Insights

2017 Global Health Care Outlook

Making progress against persistent challenges

Die Herausforderungen Gesundheitsleistungen weltweit zu erbringen und zu finanzieren haben sich in den vergangenen Jahren nicht gravierend verändert - und das werden sie wahrscheinlich auch 2017 nicht. Aber wie sollen die Stakeholder des Sektors diese anhaltenden Herausforderungen angehen?

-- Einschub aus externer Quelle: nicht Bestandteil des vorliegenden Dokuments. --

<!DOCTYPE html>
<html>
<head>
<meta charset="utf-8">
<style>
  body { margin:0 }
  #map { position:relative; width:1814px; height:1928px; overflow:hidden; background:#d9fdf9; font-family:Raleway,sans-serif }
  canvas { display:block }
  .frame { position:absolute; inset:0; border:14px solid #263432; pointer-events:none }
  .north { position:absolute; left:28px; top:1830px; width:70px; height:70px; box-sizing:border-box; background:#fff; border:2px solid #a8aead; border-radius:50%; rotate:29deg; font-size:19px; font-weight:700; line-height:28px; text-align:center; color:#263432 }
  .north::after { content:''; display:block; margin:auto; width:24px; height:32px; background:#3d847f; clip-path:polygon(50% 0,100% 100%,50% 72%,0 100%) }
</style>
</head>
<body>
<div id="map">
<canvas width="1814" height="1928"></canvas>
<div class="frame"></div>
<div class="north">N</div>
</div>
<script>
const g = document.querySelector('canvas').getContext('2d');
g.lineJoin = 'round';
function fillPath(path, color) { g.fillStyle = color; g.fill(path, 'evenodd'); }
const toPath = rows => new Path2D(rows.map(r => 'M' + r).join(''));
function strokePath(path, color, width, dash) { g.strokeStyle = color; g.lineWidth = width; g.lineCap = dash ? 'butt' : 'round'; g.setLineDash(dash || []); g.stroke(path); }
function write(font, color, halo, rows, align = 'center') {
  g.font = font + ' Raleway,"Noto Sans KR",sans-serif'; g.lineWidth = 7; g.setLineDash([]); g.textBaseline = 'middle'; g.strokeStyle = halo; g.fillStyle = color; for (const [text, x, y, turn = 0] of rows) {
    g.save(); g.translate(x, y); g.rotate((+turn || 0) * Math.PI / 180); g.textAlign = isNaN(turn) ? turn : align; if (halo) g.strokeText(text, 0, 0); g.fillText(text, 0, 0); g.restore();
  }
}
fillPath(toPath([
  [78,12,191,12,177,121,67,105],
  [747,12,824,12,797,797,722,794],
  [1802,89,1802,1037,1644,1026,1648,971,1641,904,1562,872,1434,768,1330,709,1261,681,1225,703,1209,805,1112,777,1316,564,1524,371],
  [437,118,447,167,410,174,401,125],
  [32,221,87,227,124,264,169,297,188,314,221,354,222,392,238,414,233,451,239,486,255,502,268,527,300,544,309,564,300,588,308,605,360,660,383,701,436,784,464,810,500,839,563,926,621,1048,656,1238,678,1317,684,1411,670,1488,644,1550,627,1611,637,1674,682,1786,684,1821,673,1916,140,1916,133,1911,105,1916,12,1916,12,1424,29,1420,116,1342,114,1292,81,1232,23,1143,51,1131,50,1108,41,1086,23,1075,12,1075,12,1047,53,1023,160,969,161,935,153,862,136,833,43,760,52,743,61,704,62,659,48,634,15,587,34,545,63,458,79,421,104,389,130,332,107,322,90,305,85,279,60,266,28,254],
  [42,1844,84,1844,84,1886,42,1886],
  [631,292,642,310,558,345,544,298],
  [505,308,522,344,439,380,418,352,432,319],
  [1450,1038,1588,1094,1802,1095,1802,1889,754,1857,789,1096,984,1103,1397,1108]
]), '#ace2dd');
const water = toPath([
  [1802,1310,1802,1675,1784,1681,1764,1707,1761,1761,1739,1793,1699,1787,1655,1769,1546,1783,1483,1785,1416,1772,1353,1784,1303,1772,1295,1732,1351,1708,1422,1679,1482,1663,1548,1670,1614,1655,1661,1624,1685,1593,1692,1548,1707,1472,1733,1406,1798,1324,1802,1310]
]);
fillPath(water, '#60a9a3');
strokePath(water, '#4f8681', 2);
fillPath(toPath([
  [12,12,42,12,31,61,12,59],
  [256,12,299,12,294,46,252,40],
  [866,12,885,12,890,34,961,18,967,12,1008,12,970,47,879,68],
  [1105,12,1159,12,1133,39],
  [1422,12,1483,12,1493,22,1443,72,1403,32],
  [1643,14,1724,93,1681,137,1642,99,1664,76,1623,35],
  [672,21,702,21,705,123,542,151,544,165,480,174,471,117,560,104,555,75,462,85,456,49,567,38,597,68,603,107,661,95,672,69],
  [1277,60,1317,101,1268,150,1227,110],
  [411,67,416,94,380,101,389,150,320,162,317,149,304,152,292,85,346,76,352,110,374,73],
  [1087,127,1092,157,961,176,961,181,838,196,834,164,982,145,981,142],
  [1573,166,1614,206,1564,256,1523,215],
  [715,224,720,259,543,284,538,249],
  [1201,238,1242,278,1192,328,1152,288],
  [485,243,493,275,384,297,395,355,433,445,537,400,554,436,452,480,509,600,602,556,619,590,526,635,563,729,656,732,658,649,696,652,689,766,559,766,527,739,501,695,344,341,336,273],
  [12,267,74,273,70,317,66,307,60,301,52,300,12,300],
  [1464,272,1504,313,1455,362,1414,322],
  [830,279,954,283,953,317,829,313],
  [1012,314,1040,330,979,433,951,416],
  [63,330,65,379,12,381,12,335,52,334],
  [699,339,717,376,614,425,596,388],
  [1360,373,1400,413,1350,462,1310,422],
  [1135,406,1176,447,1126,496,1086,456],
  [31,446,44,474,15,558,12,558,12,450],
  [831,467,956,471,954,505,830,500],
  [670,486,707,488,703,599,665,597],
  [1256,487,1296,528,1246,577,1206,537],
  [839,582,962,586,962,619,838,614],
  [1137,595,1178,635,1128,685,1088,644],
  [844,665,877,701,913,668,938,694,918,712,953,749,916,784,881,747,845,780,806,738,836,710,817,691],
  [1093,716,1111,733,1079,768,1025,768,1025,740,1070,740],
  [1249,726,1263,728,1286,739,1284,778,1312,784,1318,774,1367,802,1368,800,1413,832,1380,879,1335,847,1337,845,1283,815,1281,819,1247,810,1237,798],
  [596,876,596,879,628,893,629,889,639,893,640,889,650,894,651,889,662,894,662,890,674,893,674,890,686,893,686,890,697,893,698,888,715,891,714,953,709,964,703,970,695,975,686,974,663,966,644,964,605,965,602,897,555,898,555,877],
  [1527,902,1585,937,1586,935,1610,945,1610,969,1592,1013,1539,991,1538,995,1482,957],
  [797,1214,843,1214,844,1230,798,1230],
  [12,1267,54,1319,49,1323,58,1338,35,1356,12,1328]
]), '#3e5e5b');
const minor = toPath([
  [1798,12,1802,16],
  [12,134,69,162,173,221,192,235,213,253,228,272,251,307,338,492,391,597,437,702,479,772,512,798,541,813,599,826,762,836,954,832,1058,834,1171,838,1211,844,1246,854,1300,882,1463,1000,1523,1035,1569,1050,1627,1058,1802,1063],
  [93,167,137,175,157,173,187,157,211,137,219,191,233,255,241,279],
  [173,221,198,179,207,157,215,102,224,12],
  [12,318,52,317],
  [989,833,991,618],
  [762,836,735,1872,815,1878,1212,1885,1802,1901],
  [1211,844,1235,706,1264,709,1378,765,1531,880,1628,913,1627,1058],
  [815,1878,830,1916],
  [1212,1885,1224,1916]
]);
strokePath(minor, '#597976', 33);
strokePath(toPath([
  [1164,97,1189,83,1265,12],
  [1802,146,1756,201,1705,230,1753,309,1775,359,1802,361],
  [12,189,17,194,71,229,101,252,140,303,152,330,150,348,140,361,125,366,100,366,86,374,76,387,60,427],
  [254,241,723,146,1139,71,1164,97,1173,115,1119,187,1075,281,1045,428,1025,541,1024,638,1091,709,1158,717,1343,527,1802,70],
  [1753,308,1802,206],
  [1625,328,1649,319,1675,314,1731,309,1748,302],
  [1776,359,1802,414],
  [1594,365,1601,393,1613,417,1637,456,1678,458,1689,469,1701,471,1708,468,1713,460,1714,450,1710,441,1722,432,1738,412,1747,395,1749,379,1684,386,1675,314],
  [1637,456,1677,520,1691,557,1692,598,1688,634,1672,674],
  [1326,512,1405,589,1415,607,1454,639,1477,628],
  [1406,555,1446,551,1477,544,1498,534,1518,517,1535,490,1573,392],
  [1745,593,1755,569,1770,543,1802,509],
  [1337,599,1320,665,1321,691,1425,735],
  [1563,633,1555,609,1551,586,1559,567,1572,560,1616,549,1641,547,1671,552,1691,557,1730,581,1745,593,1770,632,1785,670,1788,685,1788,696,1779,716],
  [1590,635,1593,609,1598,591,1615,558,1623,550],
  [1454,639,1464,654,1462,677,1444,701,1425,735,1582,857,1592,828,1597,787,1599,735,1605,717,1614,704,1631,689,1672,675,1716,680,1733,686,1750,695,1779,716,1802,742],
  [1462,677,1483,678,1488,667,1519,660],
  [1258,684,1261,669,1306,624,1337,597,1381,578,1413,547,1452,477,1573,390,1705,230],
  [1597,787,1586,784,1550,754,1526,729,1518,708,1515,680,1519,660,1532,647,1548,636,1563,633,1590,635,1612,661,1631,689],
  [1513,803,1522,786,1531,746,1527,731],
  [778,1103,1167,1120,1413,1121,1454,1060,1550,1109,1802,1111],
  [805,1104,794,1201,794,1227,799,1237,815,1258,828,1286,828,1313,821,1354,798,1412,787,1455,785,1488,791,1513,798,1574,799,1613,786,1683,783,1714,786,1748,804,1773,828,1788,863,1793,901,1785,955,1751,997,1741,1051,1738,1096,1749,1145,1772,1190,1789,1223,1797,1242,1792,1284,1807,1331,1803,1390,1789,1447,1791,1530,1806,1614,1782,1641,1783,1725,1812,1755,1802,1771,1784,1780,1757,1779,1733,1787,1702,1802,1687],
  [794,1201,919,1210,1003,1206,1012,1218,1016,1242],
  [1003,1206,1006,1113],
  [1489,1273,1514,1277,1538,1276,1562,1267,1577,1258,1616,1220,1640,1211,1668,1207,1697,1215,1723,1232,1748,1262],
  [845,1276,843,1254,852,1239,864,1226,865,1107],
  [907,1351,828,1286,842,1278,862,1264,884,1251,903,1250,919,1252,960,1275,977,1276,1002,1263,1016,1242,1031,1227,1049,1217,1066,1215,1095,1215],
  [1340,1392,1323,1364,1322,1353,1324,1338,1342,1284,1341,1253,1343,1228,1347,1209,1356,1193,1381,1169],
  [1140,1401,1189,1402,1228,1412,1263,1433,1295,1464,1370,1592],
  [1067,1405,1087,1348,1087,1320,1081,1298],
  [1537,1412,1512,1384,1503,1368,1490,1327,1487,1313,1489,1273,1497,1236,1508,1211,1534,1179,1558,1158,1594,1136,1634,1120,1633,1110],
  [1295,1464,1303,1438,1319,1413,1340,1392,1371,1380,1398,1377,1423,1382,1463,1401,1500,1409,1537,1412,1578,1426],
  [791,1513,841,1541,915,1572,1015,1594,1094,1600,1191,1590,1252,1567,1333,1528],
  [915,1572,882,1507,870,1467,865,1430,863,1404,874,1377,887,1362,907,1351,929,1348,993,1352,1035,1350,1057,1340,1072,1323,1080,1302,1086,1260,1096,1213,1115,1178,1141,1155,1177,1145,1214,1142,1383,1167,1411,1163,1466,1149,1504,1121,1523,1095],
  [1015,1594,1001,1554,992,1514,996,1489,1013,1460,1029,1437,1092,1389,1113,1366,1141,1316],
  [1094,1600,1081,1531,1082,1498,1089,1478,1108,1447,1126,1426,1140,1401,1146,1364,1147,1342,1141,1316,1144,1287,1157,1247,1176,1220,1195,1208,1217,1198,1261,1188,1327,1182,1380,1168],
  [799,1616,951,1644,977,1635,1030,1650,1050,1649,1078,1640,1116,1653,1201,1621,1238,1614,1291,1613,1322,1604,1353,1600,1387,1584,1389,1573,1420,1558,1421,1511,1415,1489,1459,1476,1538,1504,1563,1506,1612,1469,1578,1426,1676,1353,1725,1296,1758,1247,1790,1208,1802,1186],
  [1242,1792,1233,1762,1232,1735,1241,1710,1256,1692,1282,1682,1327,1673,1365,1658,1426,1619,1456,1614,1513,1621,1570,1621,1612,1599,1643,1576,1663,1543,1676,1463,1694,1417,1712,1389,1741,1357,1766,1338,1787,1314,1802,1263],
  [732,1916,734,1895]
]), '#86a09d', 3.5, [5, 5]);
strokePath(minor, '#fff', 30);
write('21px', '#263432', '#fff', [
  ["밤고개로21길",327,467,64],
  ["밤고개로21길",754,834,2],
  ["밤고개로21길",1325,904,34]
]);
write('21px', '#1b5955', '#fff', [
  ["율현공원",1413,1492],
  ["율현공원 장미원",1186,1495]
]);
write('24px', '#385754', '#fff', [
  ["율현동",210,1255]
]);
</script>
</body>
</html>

„Der Anstieg chronischer Krankheiten hat auch mit dem Lebenswandel durch die Urbanisierung, mit Ernährungsgewohnheiten oder Bewegungsmangel zu tun. Deshalb sind nicht nur der Krankheitsverlauf, sondern die Zeit davor und damit die Prävention so wichtig, um Patienten frühzeitig auf diese Risikofaktoren aufmerksam zu machen. Außerdem sind auch bei der Behandlung neue, kosteneffiziente Ansätze gefordert. Die in vielen Ländern traditionelle Behandlung im Krankenhaus könnte beispielsweise durch neue, dezentrale Modelle wie Home Care oder andere kleinere, in der Regel ambulante Versorgungseinheiten ergänzt werden.“

Dr. Gregor Konstantin-Elbel, Leiter Life Sciences & Healthcare bei Deloitte

Überblick

Laut dem Global Healthcare Outlook 2017 von Deloitte steigt die weltweite Anzahl der Demenzerkrankungen von 46,8 Millionen Fällen 2015 auf 74,7 Millionen bis 2030 an und verdoppelt sich innerhalb von weiteren 20 Jahren auf 131,5 Millionen Fälle bis 2050. Vor allem in den Industrieländern Westeuropas und Nordamerikas häufen sich chronische Erkrankungen und belasten die Gesundheitssysteme. In Westeuropa steigen die Gesundheitsausgaben um durchschnittlich 4 Prozent jährlich bis 2020, wobei die Hälfte der Kosten für die Behandlung der drei häufigsten Todesursachen anfällt: Herz-Kreislauf-, Krebs- und Atemwegserkrankungen. Prävention rückt verstärkt in den Fokus im Gesundheitsbereich, um das Entstehen solcher Krankheiten möglichst frühzeitig zu verhindern.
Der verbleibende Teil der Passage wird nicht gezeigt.